Foon
This page was originally sporked from the foon. |
This article was originally Fooned from the Terence. |
This article was originally Fooned from a Foon. |
This page was originally sporked from a Spork. |
“We won't get fooned again!!”
“We're Better”
“I pity the foon!”
Foons (not to be confused with a spork) are a combination of a spoon and a fork that is useful as none. It is understood that they are the result of a steamy affair involving the aforementioned utensils, which have since parted ways as a result of family oppression, though the foon has thrived freely in households across several timelines. Being an excellent device for eye-scraping, the foon is most often used as a device for stuffing food into mouths.
They might take over the world one day. Everything will be peaceful then. Just you wait. Not only are they loveable and cute, but they can cut you in four places at once if you ever try to mess with them. Don't. They are very pleasant due to the fact that they are natural optimists. Foons are a marvellous invention. The spork is their mortal enemy. It is an inverted, four-pronged foon, the retarded cousin that never quite made the cut for the school girls' volleyball team. If you ever see one, crush it immediately, for your own safety and that of the foon nation, foonsville. Foons celebrate National Foon Day every February 30. It is a "commemoration of the awesomeness of the foon and those who support it".
The foon Fossils of Upper Bulgaria[edit]
Back in 1824, while on an excavation of Upper Bulgaria, the mighty foon fossils were first found. From these initial fossils, TV Scientologists at the time were able to, almost correctly, conclude that the foon is the ancestor to both the fork and the spoon which have been domesticated for about 5 days now.
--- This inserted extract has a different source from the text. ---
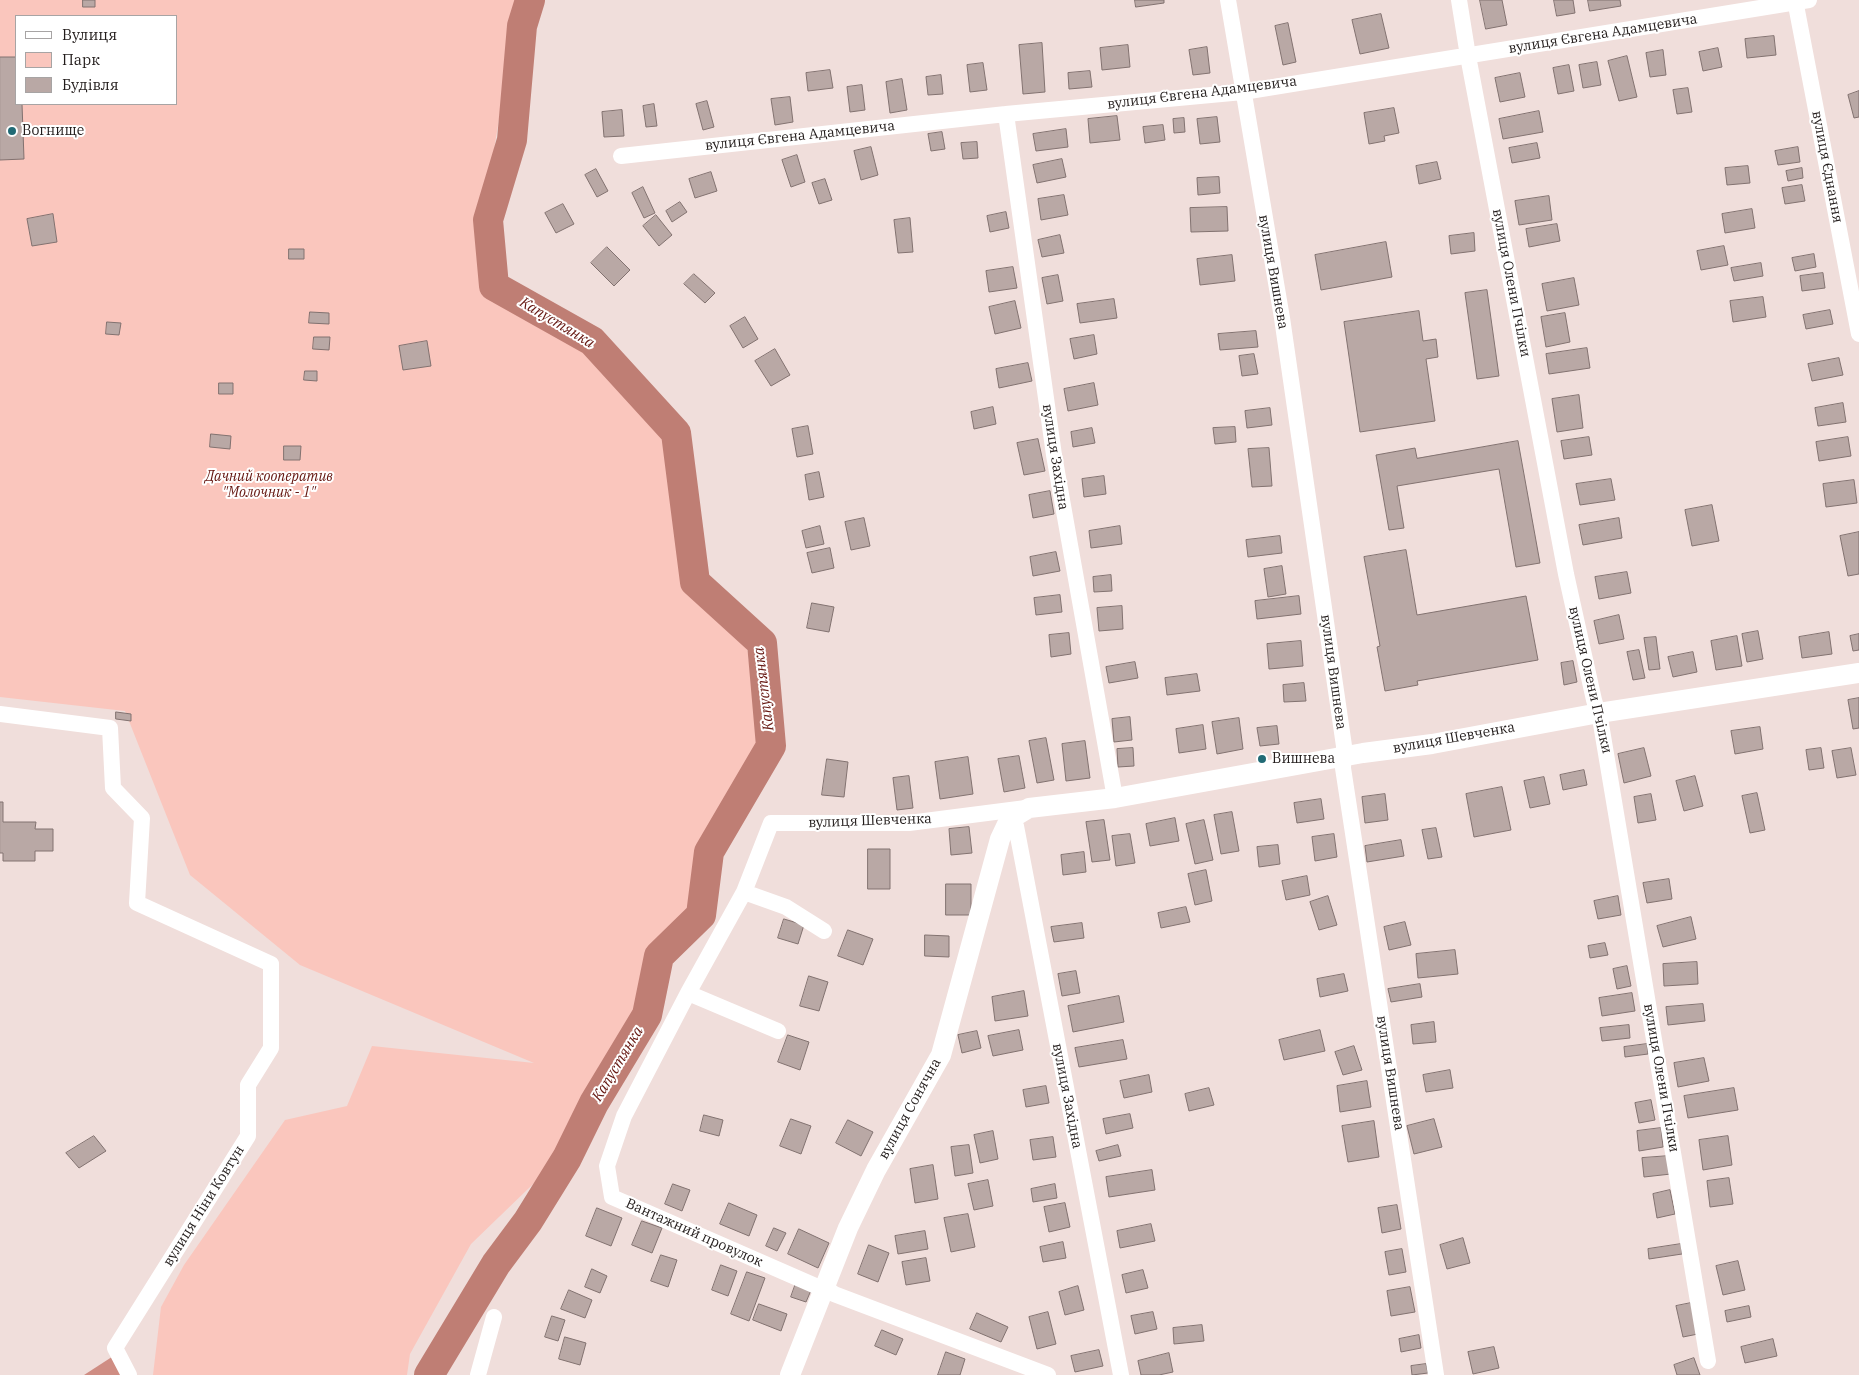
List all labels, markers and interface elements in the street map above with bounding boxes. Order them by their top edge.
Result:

The deadly instrument of war[edit]
From the beginning of time, man has sought to fashion a weapon he could also use when eating. The bone-club and the rock didn't really work for eating, and it was hard to kill someone with chopsticks. And to be honest, those time travelling hippies didn't help all that much either. Only when the first foon was invented by the ancient Mesopotamians did man finally have a killing instrument that he could eat with too. The food shortage started not long after, and the foon was lost in time for a time determined by the wheel of fortune. About 5 minutes. Other uses of foons were in the Fourteenth World War, when Mr. SADGSDAHGDHDFDSHDSASDHDSADSSDTAWE led an invasion of Normandy to blow up a bunch of sour vegetables. Foons also used as prison shanks. many people complain about some crazy bastards like Qbrenten English attacking them with foons. This rumour is unconfirmed...
Foon as Religious Symbol[edit]
Among the Sacred Foon cult, a heretical splinter sect within the prominent Utensilitarianist Church, the Foon is worshipped and revered as being the most holy embodiment of the unification of the masculine (poking and pointy) and feminine (scooping and curved) principles within the omniverse. Subscribers to this heresy deny the supreme authority of the spoon, some going so outrageously far as to claim the spoon is in actuality a cruel tyrant god bent on shackling men to its will of consuming all food only through it and no other and hence preventing man from achieving true oneness all of his eating utensils.
This sect believes that originally fork and spoon were one until the spoon, believing itself to be the superior aspect of the duality, broke away to become the predominant instrument of soup consumption, relegating the fork primarily to the lower realms of dead meat, dying lettuce, eyes, and other more profane foodstuffs; thereby sundering the simple harmony of original existence and instituting the rule of spoonish values of scooping and submerging in soup, Jello, and such to the denigration of harder, more forceful forkish ones.
Sacred foon cultists believe that only through the primary use of foons, many even demanding the unilineal implementation of foons alone at all public eateries, schools, homeless shelters and men's bathhouses, does humankind have hope for salvation and enlightenment when it comes to putting things into his mouth. The Sacred foon cult is, needless to say, denounced by orthodox Utensilitarianism which maintains the spoon as supreme eating device/deity and fork, though possessing some measure of sacrality, as nevertheless being a subordinate principle. Orthodox views of the Church, as upheld by its celerite priesthood (that is, not consuming celery), accuse foonites of a confused misreading of the holy menus, a degenerate and/or regressive view of consumptuality, and engaging in immoral and lewd rites involving the "reunion" of fork and spoon at suppertime. Hence, the cult continues to be denounced and persecuted to this day, and therefore often must practise its beliefs in secret coffee houses, delis, and pizza parlours away from the accepted fancy restaurants and dining halls of the mainstream Church.
Recently, a breakaway sect from the church calling themselves the Enlightened Followers of the Sacred spork was established in Hoboken, New Jersey. They attempted a revolution concurrent with the invasion of the Easter Bunny. The coup failed, but revolutionaries promoting sporks instead of foons still control a couple blocks of the city.
The origins of foons[edit]
When a mommy spoon and a daddy fork get to getter.....then 9 months later.... However, some sources, such as communists state that it was the mommy fork and a daddy spoon, and yet another theory, formed by the insane escaped hippies of the deepest jungles of Greenland, is that two Daddy spoons adopted the first Foon. So there.